Tuesday, October 08, 2013

Dear Tampa Bay Rays, Your Ballpark Sucks

Tropicana Field is the stupidest, silliest ballpark in the Majors. The park's ground rules are like backyard wiffle ball rules. I remember in my backyard our porch jutted into the field of play, slicing across the imaginary foul line. So if a ball landed in the fair part of the porch, it was a ground-rule triple. It was a stupid, silly rule and we knew it. Tampa Bay is a Major League facility with stupid catwalks. If a ball hits them in foul territory, then the ball is dead. If a ball hits some of them in fair territory, it's a homerun. What the hell?

Then the white roof. What was wrong with a darker shade?

Fenway Park has its own weird set of nooks and crannies. But those have history, and were often out of necessity. There's a story behind each one of Fenway's quirks. The story behind each of the Trop's annoying oddities is that the stadium is poorly designed. Plain and simple.

Then there's the onslaught of noise pumped through the speakers. Listening on the radio and the artificial sound generation is obvious. The music blares, and it's relentless in both volume and frequency.

Everybody clap your hands...

Finally, the fans suck. The Oakland Athletic removed tarps in their park to accommodate the demand for tickets to their recent playoff games. The Rays didn't have to do that with their tarped off sections. For Game 7 of the 2008 ALCS, the biggest game in their franchise's history, a friend of mine was able to get tickets at face value the day of the game. That shouldn't be possible for a game of such magnitude.

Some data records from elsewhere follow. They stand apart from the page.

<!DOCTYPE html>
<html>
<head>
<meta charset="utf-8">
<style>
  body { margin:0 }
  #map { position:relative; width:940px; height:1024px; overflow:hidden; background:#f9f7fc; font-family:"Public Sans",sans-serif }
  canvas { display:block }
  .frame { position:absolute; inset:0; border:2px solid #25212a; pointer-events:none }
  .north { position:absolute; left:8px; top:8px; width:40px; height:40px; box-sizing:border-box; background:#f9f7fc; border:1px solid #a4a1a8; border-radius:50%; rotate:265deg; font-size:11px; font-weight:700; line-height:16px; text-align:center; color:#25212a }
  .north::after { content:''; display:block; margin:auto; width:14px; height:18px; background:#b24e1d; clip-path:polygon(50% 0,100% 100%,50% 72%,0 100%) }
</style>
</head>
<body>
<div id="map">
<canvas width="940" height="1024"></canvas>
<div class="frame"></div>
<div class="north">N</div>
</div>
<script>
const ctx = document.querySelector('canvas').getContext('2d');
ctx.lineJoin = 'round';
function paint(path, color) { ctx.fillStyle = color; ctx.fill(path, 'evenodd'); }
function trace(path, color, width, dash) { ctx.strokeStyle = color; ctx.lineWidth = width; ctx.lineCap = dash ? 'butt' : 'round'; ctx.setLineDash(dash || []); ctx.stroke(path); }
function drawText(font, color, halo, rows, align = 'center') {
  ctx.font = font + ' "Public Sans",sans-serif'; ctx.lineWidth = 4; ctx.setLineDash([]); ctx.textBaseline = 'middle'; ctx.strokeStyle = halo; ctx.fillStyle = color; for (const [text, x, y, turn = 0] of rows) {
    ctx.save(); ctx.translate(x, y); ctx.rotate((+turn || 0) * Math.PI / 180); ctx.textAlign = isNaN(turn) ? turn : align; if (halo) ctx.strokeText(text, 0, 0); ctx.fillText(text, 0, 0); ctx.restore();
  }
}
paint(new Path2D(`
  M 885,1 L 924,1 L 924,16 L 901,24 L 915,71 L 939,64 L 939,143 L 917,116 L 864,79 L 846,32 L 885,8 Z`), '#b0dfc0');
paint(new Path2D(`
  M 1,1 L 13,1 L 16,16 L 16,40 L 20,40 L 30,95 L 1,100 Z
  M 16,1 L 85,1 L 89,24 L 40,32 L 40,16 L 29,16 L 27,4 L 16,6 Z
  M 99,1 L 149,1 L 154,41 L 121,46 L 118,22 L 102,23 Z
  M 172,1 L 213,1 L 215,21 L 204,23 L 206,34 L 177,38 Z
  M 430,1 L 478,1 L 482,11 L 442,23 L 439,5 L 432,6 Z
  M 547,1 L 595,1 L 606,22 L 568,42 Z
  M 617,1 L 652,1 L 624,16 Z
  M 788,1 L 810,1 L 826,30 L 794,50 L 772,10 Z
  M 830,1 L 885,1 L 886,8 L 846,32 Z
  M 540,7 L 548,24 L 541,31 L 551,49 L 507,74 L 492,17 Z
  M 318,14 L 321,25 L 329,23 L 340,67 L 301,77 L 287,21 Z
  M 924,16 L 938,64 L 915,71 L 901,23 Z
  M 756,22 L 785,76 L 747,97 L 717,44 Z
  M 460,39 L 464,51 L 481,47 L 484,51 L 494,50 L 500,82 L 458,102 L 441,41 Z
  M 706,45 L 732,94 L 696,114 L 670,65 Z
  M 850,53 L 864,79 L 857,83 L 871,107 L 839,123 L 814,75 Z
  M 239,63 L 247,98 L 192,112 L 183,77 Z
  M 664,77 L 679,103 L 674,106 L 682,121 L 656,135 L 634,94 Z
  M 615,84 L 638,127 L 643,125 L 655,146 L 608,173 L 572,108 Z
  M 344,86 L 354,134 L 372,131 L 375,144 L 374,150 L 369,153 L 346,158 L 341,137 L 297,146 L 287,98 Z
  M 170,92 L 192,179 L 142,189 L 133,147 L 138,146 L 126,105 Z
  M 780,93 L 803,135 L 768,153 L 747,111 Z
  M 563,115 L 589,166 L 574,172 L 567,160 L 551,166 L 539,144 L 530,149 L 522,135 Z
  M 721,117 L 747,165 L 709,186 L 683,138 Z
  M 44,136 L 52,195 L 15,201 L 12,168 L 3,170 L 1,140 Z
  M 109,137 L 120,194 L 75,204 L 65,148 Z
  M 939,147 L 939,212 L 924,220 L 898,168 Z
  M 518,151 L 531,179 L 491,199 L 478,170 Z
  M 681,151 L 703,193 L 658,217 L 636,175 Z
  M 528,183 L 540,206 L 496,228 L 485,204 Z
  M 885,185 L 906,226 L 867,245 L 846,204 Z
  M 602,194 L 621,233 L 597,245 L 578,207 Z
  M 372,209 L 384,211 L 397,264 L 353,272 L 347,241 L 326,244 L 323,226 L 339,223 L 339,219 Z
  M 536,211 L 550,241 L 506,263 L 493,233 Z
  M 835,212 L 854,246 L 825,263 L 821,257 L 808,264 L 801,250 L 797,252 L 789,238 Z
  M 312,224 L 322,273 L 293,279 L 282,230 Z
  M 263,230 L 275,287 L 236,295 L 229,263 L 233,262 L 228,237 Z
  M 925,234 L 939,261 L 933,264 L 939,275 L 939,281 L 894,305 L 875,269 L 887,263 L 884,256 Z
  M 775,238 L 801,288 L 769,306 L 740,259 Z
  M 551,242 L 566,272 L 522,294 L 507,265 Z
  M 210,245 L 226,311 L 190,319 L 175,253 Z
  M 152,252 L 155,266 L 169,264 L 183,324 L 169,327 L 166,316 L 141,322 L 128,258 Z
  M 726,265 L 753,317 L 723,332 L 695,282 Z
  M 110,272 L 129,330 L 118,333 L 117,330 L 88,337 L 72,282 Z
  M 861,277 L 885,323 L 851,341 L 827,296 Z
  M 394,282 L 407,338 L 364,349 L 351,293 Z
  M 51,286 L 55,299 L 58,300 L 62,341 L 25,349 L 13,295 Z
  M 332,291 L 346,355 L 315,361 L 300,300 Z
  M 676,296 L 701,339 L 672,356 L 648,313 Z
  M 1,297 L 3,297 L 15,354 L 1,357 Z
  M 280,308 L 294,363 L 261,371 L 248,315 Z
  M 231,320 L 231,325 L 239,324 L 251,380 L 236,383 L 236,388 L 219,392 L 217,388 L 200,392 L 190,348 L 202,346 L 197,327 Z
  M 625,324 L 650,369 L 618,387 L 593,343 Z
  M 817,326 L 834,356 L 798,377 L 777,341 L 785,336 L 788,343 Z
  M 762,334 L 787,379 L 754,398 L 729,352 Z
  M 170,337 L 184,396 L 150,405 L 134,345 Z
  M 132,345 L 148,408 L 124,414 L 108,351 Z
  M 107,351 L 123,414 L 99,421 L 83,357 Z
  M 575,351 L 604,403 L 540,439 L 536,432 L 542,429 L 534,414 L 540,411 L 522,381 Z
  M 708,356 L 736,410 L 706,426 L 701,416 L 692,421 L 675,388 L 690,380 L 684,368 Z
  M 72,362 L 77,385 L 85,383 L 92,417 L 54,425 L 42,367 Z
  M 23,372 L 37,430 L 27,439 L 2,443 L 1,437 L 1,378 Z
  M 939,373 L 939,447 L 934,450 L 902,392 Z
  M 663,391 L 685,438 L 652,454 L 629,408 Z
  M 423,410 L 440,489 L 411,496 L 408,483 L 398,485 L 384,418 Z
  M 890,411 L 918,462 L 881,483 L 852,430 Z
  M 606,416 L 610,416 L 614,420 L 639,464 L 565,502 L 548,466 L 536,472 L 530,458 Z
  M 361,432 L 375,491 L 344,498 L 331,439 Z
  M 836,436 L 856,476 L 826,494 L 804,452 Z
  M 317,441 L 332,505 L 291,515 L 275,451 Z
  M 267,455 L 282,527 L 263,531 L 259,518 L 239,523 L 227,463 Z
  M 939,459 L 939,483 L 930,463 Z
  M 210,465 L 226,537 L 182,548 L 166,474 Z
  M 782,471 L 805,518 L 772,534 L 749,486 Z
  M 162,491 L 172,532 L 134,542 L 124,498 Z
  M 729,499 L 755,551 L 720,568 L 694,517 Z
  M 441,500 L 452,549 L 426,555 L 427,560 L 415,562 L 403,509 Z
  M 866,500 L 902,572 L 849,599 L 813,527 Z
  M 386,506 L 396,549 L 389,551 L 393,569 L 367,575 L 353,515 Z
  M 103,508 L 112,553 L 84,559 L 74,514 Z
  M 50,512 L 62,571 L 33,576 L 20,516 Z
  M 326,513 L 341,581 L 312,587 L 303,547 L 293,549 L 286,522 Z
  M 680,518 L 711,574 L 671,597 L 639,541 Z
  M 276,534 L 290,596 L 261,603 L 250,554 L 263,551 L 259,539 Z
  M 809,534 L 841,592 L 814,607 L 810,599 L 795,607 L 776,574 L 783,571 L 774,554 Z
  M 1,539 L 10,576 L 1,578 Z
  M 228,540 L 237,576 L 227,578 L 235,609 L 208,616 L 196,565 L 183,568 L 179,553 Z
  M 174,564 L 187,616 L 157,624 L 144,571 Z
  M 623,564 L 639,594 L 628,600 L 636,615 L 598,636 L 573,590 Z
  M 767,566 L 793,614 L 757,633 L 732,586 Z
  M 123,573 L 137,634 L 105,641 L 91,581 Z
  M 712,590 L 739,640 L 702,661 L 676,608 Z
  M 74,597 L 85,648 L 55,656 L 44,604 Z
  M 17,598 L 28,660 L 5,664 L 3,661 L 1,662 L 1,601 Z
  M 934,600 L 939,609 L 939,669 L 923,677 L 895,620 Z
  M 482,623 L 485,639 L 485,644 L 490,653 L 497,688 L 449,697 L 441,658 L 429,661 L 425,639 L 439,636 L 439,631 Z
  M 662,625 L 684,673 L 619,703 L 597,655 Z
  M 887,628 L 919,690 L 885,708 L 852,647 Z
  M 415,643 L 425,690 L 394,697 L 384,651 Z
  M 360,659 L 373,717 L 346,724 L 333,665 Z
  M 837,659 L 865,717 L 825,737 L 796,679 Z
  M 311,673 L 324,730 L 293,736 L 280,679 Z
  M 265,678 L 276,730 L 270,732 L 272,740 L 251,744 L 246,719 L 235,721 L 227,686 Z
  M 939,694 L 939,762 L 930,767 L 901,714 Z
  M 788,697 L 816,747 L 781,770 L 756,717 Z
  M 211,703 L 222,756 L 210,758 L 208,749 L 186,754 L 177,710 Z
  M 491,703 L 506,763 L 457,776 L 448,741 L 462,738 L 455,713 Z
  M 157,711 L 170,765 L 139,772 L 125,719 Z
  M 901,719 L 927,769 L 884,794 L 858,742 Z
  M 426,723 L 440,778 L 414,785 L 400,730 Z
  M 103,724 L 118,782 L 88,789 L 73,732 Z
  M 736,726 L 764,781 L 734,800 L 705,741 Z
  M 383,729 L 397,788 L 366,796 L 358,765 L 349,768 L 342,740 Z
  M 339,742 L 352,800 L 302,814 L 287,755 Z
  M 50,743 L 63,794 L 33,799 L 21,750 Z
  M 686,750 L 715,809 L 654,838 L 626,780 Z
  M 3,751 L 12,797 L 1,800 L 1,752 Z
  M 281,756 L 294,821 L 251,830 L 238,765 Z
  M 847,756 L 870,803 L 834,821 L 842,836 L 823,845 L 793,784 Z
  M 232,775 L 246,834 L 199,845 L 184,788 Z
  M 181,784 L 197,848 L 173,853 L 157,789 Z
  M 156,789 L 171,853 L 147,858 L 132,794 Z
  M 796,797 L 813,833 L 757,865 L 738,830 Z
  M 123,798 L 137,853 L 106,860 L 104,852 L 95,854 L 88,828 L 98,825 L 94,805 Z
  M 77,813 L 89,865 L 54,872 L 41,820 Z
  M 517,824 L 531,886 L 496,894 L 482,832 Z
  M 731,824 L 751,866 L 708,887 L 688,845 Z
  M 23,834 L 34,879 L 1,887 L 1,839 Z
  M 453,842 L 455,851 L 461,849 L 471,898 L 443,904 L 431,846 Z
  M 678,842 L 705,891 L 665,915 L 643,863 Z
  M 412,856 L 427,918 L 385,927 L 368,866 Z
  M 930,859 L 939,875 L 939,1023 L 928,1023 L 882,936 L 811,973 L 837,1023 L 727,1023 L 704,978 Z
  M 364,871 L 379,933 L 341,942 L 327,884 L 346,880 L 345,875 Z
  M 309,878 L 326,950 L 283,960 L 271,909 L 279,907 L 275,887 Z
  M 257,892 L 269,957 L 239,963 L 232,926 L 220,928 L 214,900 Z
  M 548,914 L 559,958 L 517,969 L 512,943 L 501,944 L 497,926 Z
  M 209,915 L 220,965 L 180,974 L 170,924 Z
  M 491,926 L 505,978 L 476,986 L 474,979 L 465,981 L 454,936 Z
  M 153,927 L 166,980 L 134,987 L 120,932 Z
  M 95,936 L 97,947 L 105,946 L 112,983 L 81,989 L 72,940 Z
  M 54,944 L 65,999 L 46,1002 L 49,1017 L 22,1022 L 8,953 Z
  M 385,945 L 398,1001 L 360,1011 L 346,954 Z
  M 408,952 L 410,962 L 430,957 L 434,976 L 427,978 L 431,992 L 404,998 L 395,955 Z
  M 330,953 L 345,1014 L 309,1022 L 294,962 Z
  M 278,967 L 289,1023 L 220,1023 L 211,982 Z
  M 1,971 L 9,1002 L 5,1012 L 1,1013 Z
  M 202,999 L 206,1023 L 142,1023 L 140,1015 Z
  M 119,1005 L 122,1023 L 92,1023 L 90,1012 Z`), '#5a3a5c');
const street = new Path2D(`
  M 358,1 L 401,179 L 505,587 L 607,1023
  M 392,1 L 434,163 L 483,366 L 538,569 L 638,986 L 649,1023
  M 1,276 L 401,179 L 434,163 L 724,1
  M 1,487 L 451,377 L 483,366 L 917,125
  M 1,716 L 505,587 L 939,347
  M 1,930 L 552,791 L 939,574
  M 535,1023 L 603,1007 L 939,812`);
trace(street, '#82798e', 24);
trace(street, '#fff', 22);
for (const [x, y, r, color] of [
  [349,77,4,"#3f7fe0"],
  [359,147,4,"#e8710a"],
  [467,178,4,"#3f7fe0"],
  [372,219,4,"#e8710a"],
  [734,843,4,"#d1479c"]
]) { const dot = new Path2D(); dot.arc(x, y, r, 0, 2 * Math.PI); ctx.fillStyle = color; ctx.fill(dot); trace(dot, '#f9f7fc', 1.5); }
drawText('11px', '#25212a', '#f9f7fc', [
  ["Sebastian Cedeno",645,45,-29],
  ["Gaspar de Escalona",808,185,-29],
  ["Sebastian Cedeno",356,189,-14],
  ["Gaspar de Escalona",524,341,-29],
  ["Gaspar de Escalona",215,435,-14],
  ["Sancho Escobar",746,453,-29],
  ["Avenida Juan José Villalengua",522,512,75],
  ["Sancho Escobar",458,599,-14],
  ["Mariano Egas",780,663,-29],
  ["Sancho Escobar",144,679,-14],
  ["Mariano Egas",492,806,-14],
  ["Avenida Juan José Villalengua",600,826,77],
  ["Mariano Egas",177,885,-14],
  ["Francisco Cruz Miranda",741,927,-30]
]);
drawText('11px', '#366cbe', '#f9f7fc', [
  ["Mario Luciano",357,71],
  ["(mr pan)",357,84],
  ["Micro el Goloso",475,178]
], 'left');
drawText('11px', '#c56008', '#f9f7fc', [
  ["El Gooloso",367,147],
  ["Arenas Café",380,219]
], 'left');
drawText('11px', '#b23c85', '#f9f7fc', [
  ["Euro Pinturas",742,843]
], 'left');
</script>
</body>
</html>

Everyone always said that when the Rays became competitive, the people would come. That hasn't really happened. The people come when the Red Sox and Yankees come. The Rays were dead last in attendance this year. 18,645 per game. 900 more people per game went to see the 100-loss Marlins play. On average, 45.3% of Tropicana Field's seats are empty. And that doesn't include the tarped sections.

Worst ballpark in the country, worst fans in baseball.

Red Sox Can't Sink Rays

It was a game of mistakes. Fielding mistakes, pitching mistakes, maybe even some managerial mistakes. And the winner was the team that capitalized on those mistakes just a little bit more than the loser.

The play of the game was Evan Longoria's 3-run homer in the 5th. If Clay Buchholz is able to get Longoria out, or even hold him to a 1-run or 2-run hit, then the game plays out in a completely different way. All Buchholz had to do in that at-bat was not give up a homerun. Longoria won that battle.

The Rays continued to make fielding miscues and errors. Even the umps made mistakes. The Red Sox took advantage of most, but not all of these mistakes. The Sox never made any big hits on their own. They scored their runs off groundouts, a wild pitch, and a soft David Ortiz single. That run knocked in by Ortiz was the only Sox run driven in by a hit. The Sox were 2 for 14 with runners in scoring position.

The Rays took advantage of a glaring Red Sox weakness: the middle relievers. Franklin Morales and Brandon Workman combined to allow the Rays to take the lead in the 8th inning. Overall, the Rays bullpen executed slightly better (4 innings, 2 hits, 1 run) than the Red Sox bullpen (2.2 innings, 4 hits, 2 runs). And that was one of the deciding differences.

So Game 4 tonight at 8:37. That start-time worries me because Monday night's game took 4 hours and 19 minutes. If that happens tonight then the game will end around 1 o'clock in the morning.

Jake Peavy takes the mound for his first playoff start in a Red Sox uniform. He faces Jeremy Hellickson. Peavy has only made 2 career postseason starts, the last in 2006. He was lousy in both. Fortunately the Rays don't hit him very well. Unfortunately, the Red Sox don't hit Hellickson very well either. Except for Ortiz (.375 with 3 HRs in his career against Hellickson) and Saltalamacchia (.320, also with 3 HRs).

Expect another game decided by mistakes and the ability to capitalize on and minimize the impact of those mistakes.